Data supplied Start Marker

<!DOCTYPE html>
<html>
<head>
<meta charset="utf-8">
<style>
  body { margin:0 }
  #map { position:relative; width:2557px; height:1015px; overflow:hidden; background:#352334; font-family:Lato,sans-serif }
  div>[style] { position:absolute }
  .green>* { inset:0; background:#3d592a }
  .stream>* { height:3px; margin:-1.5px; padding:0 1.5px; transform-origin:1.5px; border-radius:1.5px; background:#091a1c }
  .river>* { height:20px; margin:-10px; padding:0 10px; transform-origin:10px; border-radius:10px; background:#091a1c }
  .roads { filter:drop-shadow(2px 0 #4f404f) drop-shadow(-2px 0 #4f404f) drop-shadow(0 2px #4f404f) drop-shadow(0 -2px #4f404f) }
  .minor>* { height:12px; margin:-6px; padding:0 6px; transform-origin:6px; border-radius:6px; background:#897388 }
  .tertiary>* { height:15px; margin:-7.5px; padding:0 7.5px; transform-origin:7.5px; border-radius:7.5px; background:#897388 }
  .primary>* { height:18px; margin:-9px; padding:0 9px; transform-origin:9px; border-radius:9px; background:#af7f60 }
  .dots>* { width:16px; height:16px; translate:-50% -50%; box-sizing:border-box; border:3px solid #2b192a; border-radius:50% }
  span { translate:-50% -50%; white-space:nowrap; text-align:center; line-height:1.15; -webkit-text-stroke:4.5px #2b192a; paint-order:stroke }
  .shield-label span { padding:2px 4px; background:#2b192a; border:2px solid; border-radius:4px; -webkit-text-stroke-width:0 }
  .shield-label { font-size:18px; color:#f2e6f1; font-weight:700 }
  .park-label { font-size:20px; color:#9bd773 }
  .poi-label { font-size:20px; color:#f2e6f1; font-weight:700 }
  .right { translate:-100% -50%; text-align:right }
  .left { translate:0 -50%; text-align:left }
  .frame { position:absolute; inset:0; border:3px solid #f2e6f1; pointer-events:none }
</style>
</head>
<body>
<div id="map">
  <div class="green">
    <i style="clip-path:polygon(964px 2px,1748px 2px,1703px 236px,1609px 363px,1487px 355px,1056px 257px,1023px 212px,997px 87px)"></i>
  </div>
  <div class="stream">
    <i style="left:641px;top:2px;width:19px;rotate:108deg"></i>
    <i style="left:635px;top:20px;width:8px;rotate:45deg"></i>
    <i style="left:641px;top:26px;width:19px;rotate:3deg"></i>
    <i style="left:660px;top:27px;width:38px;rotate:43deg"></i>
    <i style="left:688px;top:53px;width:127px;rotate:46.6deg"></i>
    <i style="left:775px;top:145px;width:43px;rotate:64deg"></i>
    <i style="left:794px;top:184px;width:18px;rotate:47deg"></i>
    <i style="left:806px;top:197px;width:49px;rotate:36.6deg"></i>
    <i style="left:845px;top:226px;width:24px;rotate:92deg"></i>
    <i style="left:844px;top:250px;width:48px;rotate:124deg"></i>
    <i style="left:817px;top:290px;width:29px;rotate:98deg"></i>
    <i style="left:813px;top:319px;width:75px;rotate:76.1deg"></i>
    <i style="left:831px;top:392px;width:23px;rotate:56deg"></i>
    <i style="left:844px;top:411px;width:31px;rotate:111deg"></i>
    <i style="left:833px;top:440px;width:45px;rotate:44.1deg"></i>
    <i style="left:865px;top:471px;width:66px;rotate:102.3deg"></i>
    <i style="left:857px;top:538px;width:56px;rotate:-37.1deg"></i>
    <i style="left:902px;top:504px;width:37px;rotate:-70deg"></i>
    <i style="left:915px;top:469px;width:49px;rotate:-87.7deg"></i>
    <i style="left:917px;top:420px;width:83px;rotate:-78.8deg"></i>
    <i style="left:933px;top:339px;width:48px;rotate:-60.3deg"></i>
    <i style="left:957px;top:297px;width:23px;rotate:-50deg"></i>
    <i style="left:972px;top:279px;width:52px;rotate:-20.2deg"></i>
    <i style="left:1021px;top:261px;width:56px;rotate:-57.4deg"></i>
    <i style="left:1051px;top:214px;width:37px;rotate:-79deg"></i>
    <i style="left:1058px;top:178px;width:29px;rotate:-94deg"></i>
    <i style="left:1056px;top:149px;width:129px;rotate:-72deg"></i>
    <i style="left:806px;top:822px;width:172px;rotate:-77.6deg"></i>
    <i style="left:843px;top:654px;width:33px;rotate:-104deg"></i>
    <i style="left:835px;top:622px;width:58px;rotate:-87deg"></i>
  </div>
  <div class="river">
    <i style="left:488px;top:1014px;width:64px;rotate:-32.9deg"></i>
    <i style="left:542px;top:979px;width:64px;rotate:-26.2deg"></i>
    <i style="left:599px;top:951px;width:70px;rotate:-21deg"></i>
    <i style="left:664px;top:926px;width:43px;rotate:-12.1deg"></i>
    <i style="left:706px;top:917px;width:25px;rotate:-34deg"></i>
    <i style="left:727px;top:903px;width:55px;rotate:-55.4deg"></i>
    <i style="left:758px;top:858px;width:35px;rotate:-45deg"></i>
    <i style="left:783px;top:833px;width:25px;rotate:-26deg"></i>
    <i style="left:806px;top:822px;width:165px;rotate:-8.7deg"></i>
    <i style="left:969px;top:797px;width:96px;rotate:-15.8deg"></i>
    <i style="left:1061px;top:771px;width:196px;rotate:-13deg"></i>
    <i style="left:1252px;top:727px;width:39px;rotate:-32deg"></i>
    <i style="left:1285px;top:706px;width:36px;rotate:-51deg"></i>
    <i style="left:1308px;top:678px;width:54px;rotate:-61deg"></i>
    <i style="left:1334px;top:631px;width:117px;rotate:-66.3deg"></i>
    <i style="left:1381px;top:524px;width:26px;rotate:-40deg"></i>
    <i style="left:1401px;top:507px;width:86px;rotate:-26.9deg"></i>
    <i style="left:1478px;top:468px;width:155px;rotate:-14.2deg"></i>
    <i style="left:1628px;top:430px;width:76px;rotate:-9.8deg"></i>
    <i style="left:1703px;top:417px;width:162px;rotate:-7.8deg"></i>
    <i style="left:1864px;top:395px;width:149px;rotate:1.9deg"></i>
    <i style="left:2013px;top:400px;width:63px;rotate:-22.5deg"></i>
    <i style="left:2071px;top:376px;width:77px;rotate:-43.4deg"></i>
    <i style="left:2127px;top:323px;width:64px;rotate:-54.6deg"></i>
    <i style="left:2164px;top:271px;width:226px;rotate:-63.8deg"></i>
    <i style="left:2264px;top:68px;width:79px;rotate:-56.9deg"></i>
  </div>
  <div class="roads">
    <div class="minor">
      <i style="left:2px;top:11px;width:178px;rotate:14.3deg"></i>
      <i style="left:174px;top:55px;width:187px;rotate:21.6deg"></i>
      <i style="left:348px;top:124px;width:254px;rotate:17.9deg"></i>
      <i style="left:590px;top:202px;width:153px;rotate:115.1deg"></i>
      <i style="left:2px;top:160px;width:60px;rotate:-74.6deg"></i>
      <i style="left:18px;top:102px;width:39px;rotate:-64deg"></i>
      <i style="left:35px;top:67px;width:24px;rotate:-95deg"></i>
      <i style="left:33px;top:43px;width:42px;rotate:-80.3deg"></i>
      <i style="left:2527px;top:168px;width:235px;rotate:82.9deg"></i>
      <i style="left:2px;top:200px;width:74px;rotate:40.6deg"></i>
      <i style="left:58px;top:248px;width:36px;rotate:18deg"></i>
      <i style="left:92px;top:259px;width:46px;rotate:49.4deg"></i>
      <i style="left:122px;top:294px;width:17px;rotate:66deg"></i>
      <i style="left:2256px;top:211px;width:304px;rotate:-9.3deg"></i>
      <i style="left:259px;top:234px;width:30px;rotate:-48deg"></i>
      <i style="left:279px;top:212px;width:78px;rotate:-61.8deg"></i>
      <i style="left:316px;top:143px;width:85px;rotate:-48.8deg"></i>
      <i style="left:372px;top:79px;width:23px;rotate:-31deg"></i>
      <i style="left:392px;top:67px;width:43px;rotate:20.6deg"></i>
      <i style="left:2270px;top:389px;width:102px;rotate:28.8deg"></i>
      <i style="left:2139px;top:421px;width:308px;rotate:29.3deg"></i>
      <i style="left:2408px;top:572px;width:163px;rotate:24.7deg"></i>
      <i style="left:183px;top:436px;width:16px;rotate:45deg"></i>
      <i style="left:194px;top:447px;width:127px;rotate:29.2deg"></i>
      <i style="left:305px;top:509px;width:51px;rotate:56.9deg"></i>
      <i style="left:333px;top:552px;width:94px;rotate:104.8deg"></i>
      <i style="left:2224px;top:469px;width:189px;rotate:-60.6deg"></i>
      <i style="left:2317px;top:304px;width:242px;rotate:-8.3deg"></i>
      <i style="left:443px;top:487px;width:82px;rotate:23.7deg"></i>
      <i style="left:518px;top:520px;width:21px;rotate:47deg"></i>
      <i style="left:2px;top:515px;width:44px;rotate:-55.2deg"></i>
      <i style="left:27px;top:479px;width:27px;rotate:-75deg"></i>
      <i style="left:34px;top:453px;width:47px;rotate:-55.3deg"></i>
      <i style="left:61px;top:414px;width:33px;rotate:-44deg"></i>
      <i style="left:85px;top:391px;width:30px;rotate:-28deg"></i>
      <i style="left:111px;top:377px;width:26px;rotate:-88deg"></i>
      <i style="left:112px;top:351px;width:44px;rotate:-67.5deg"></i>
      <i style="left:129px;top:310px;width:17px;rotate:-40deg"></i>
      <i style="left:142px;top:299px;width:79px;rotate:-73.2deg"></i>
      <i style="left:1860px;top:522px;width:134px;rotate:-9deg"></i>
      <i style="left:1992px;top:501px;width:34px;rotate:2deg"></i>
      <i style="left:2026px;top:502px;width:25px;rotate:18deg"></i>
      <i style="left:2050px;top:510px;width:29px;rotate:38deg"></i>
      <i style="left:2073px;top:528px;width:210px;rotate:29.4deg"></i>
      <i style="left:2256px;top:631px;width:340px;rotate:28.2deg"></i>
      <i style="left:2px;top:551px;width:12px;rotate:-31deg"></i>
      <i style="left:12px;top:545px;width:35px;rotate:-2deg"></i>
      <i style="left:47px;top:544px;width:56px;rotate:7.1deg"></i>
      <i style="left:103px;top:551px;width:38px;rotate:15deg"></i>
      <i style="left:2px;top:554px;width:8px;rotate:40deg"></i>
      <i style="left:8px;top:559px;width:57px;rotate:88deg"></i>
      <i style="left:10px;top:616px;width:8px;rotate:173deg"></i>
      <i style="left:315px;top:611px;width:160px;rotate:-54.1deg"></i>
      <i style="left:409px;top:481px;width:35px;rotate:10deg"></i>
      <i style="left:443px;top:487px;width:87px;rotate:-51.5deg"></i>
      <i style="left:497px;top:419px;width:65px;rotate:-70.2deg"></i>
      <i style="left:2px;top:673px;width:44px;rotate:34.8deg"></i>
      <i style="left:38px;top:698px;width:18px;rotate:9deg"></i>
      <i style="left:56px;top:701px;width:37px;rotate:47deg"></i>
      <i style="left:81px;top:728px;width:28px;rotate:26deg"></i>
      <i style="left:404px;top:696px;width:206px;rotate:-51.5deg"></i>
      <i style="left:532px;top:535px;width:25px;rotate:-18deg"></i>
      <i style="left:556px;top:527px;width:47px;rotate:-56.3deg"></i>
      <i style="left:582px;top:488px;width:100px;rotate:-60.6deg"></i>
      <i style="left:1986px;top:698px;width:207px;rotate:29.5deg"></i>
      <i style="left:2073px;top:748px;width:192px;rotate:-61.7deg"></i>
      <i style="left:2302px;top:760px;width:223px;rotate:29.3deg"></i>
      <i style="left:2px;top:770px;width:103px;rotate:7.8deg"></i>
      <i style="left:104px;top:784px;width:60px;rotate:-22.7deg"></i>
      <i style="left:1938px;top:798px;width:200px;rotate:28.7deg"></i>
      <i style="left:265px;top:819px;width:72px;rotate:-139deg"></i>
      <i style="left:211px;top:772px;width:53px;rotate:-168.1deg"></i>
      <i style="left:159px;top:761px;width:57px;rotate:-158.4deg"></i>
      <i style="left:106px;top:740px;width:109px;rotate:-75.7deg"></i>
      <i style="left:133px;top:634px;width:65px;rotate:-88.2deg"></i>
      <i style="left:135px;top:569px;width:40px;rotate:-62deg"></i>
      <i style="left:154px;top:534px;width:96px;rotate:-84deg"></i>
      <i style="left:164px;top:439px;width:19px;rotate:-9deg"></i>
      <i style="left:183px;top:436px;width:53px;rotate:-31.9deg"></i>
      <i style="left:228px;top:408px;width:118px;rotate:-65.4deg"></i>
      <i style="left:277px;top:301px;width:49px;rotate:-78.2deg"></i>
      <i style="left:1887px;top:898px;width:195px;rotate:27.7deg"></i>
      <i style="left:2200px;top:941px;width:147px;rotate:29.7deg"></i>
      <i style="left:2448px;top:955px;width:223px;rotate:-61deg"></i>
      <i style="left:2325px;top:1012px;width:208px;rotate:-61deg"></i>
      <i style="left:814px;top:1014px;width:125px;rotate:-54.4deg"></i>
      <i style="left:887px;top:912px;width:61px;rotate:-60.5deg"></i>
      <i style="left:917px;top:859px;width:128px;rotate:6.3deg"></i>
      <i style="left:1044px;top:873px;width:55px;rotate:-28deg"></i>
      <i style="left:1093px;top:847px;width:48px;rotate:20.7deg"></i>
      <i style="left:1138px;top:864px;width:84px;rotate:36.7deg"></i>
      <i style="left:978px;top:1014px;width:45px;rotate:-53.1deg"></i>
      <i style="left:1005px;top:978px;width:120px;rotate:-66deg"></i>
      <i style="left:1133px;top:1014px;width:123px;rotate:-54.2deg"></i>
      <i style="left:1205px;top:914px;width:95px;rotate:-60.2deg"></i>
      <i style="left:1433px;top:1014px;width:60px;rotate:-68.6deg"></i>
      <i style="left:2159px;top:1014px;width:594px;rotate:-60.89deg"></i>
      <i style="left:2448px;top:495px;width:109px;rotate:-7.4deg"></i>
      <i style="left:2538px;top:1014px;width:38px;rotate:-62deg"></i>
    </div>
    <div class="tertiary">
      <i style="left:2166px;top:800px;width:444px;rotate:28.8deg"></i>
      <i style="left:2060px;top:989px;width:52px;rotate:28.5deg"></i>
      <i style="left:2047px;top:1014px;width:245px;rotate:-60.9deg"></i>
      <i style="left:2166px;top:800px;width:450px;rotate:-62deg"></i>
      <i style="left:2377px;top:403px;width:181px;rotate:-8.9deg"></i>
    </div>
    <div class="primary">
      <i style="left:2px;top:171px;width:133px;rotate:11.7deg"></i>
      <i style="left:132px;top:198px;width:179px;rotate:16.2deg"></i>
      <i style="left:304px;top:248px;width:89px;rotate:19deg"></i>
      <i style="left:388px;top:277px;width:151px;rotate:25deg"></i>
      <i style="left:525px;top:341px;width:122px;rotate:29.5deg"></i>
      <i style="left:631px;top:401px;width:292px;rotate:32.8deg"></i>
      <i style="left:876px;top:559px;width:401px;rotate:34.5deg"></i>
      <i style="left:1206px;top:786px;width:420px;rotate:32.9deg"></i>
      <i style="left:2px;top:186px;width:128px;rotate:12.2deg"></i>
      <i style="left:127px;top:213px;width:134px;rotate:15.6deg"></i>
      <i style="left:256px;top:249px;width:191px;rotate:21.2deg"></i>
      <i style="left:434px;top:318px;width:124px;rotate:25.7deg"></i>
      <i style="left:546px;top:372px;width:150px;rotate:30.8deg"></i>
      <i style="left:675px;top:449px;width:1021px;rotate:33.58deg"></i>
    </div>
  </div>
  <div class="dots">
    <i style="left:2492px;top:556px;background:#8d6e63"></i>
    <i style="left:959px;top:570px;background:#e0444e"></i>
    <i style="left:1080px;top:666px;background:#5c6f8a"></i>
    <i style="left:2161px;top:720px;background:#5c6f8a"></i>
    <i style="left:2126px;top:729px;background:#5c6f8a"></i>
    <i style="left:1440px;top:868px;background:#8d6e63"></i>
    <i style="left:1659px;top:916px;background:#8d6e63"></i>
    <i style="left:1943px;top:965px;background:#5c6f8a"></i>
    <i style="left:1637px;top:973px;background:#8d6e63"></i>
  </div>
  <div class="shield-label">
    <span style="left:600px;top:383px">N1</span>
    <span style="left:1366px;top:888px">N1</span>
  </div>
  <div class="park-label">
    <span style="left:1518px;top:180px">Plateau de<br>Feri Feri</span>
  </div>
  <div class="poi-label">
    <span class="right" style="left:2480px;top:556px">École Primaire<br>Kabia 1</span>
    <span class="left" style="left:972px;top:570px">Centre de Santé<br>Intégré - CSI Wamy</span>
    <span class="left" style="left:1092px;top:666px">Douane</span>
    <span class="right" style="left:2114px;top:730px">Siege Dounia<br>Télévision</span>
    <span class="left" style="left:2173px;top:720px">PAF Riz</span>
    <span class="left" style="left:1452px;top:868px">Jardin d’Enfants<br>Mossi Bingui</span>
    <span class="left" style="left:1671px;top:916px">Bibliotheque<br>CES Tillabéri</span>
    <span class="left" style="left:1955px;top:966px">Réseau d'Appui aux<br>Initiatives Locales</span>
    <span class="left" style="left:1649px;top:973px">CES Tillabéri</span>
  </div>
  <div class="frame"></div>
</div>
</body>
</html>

Data supplied End Marker

• Assignment: Look above and return each line of the records exactly, from the very first through the line with "filter:drop-shadow(2px 0 #4f404f)", both included.

• Output below:
<!DOCTYPE html>
<html>
<head>
<meta charset="utf-8">
<style>
  body { margin:0 }
  #map { position:relative; width:2557px; height:1015px; overflow:hidden; background:#352334; font-family:Lato,sans-serif }
  div>[style] { position:absolute }
  .green>* { inset:0; background:#3d592a }
  .stream>* { height:3px; margin:-1.5px; padding:0 1.5px; transform-origin:1.5px; border-radius:1.5px; background:#091a1c }
  .river>* { height:20px; margin:-10px; padding:0 10px; transform-origin:10px; border-radius:10px; background:#091a1c }
  .roads { filter:drop-shadow(2px 0 #4f404f) drop-shadow(-2px 0 #4f404f) drop-shadow(0 2px #4f404f) drop-shadow(0 -2px #4f404f) }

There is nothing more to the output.